Effect of silane and alkali treatment on the shear bond strength of acrylic resin to two Co-Cr alloys
Hyun-Jun Shin1 ; Byung-Sik Kim2 ; Min-Jeong Kim3 ; Jung-Yun Ha4 ; Tae-Yub Kwon5 ; Min-Ho Hong6, *
1Division of Mechanical Engineering Technology, Yeungnam University College, Daegu, Korea
2Department of Dental Technology, Suseong University, Daegu, Korea
3Department of Dental Technology, Daegu Health College, Daegu, Korea
4Department of Medical and Biological Engineering, Graduate School, Kyungpook National University, Daegu, Korea
5Department of Dental Biomaterials, School of Dentistry and Institute for Biomaterials Research & Development, Kyungpook National University, Daegu, Korea
6Department of Dental Laboratory Science, College of Health Sciences, Catholic University of Pusan, Busan, Korea

실란과 알칼리 처리가 두 코발트-크롬 합금에 대한 아크릴 레진의 전단결합강도에 미치는 영향
신현준1 ; 김병식2 ; 김민정3 ; 하정윤4 ; 권태엽5 ; 홍민호6, *
1영남이공대학교 기계계열
2수성대학교 치기공과
3대구보건대학교 치기공과
4경북대학교대학원 의용생체공학과
5경북대학교 치과대학 치과생체재료학교실 및 경북대학교 생체재료연구소
6부산가톨릭대학교 치기공학과
Correspondence to : *Min-Ho Hong57 Oryundae-ro, Geunjeong-gu, Busan 46252, Republic of KoreaAffiliation: Department of Dental Laboratory Science, College of Health Sciences, Catholic University of Pusan, Busan, KoreaTel: +82-51-510-0592, Fax: +82-53-510-0598 E-mail: mhhong@cup.ac.kr

Funding Information ▼

Abstract

In this study, we investigated whether the silane and alkali treatments improve the chemical bonding between two chromium-chromium alloys and acrylic resin and thus the shear bond strength.

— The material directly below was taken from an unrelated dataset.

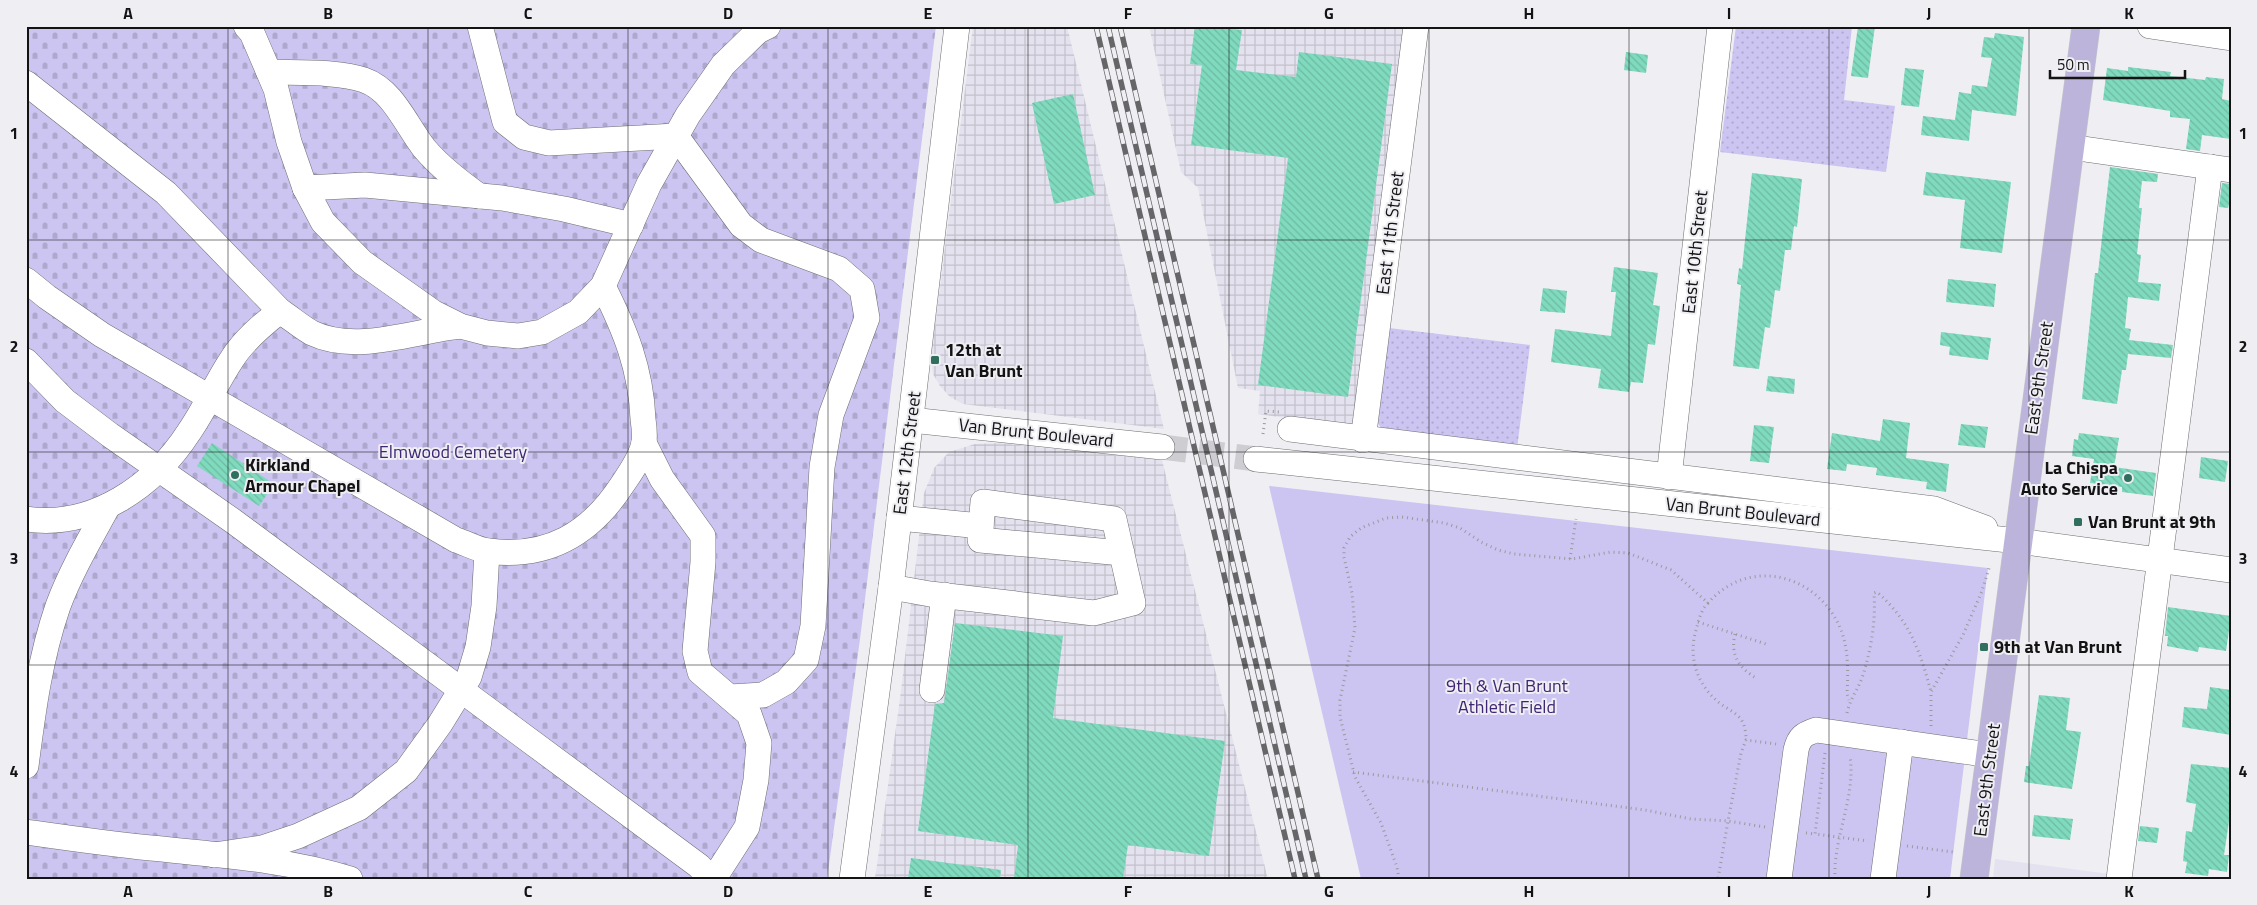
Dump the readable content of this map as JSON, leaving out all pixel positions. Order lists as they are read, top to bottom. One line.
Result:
{"streets":{"main road":["East 9th Street"],"street":["East 11th Street","East 10th Street","Van Brunt Boulevard","East 12th Street"]},"crossings":[["East 9th Street","Van Brunt Boulevard"],["Van Brunt Boulevard","East 12th Street"]],"parks":["Elmwood Cemetery","9th & Van Brunt Athletic Field"],"places":{"transit":["12th at Van Brunt","Van Brunt at 9th","9th at Van Brunt"],"other":["Kirkland Armour Chapel","La Chispa Auto Service"]},"scale_bar":"50 m","grid":{"columns":["A","B","C","D","E","F","G","H","I","J","K"],"rows":["1","2","3","4"]}}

A silane solution was prepared using 3-MPTMS. The alloy specimens were treated with silane and alkali, prepared as four experimental groups: untreated (UT), silane treated (ST), alkali treated (AT), and alkali/silane treated (AST) groups. In addition, the contact angles and surface roughness of the alloy surfaces of the four groups were measured. The acrylic resin was bonded to the alloy specimens, and then the resin was polymerized to form a bonded specimen. After measuring the shear bond strength, the failure modes were examined using scanning electron microscopy. Results for all groups were analyzed using two-way ANOVA followed by Tukey's multiple comparison test at a significance level of 0.05. The statistical analysis showed no significant differences in Ra value for all groups (p>0.05). In both alloys, the ST and AST groups showed relatveily higher shear bond strengths (p<0.05) than the UT and AT groups. The UT and AT groups showed complete adhesive failure at the fractured surfaces. In this study, the silane treatment was shown to be effective to improve the shear bond strength, but the alkali treatment did not show any significant effect.

초록

가철성 국소의치에서 주조 합금의 골격과 의치상용 레진 사이에 결합을 향상시키기 위하여, 본 연구에서는 코발트-크롬 합금과 아크릴 레진 사이의 결합에서 실란 및 알칼리 처리가 화학적 결합을 향상시켜 최종적으로 금속레진 전단결합강도를 향상시키는지 조사하였다. 전단 결합강도용 시편은 직경 3.5 mm 및 높이 10 mm의 최종 크기로 준비하였고, 접촉각 및 표면 거칠기 측정용 시편은폭 10 mm, 길이 10 mm 및 두께 1 mm로 만들었다. 3-MPTMS 실란을 사용하여 실란 용액을 만들었다. 시편을 실란 및 알칼리 처리하여 미처리(UT)군, 실란 처리(ST)군, 알칼리 처리(AT)군, 알칼리 및 실란 처리(AST)군과 같이 4개의 군으로 하였다. 또한 표면에 대하여 접촉각과 표면 거칠기를 측정하였다. 합금 시편에 혼합된 아크릴 레진을 결합시킨 다음 레진을 중합시켜 결합강도 시편을 만들었고, 전단결합강도를 측정한 후 파절편을 주사 전자현미경으로 관찰하였다. 모든 군에 대한 결과는 이원 분산분석을 이용하여 분석한 다음 0.05의 유의 수준에서 Tukey 다중 비교 테스트를 수행하였다. 통계 분석 결과 모든 군에 대하여 Ra 값에 유의한 차이는 없었고(p>0.05) 접촉각에 있어서도 큰 차이가 없었다. 두 합금 모두에서 ST군과 AST군이 가장 높은 전단 결합강도를 보였고(p<0.05), UT군과 AT군은 두 합금 모두에서 낮은 전단 결합강도를 나타내었다. UT군과 AT군의 경우 파절된 합금의 표면에서 완전한 접착성 파괴를 나타내었다. 본 연구에서 Co-Cr 합금에 대한 실란 처리는 전단 결합강도를 향상시키는데 효과적이었으나, 알칼리 처리는 뚜렷한 효과를 보이지 않았다.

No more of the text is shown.